What to produce:
The answer is a number and nothing else: the count of lines in these entries containing the word "order".

Materials provided:
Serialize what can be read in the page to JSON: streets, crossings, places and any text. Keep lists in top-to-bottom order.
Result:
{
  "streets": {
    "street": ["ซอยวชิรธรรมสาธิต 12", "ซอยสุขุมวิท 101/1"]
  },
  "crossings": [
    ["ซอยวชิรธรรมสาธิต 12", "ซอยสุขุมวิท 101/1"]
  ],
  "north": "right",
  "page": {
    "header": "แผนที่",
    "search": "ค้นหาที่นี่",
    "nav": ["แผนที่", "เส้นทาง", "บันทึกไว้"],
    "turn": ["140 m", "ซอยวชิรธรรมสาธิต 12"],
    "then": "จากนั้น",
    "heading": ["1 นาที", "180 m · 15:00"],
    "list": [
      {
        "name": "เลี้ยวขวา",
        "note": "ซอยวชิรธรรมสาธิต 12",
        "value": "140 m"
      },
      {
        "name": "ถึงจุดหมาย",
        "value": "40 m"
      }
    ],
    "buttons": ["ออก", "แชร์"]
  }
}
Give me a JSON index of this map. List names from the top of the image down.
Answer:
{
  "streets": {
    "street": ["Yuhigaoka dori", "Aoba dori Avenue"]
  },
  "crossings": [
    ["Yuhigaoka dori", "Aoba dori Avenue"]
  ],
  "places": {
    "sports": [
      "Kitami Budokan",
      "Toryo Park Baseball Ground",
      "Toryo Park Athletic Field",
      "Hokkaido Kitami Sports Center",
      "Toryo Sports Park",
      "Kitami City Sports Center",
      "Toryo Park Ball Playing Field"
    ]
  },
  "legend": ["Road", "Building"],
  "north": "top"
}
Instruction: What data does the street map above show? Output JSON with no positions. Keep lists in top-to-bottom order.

Answer box:
2